![](/leestott/ollamazure/raw/main/docs/images/ollamazure-logo.png)
⭐ If you like this tool, star it on GitHub — it helps a lot!
Overview • Usage • Azure OpenAI compatibility • Sample code
![ollamazure architecture](/leestott/ollamazure/raw/main/docs/images/architecture.drawio.png)
ollamazure is a local server that emulates Azure OpenAI API on your local machine using Ollama and open-source models.
Using this tool, you can run your own local server that emulates the Azure OpenAI API, allowing you to test your code locally without incurring costs or being rate-limited.

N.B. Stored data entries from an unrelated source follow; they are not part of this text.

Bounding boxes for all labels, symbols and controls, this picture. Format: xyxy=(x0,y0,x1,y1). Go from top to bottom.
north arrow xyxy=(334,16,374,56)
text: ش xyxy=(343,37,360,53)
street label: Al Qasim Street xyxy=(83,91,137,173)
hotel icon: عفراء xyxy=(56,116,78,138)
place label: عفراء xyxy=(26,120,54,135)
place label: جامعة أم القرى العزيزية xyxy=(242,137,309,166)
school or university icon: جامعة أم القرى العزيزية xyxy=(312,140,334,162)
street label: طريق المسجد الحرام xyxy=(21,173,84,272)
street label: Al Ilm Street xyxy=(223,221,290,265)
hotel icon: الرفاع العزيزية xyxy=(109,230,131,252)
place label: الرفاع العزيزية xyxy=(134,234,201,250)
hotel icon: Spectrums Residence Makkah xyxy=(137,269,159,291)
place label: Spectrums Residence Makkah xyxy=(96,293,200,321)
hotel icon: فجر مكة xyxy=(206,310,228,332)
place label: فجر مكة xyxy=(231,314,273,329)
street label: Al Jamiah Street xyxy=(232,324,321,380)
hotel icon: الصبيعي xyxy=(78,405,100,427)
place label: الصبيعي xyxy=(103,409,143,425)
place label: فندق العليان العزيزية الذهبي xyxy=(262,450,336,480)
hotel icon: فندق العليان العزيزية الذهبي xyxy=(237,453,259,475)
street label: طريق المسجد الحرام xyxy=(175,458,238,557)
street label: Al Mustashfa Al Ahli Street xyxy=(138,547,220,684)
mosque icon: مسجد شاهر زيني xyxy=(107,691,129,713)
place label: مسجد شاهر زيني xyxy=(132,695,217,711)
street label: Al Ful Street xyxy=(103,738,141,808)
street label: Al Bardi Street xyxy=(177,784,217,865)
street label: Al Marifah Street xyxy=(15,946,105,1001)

This is especially useful for development and testing purposes, or when you need to work offline.
By default, phi3
is used as the model for completions, and all-minilm:l6-v2
for embeddings. You can change these models using the configuration options.
Note
This tool use different models than Azure OpenAI, so you should expect differences in results accuracy and performance. However, the API is compatible so you can use the same code to interact with it.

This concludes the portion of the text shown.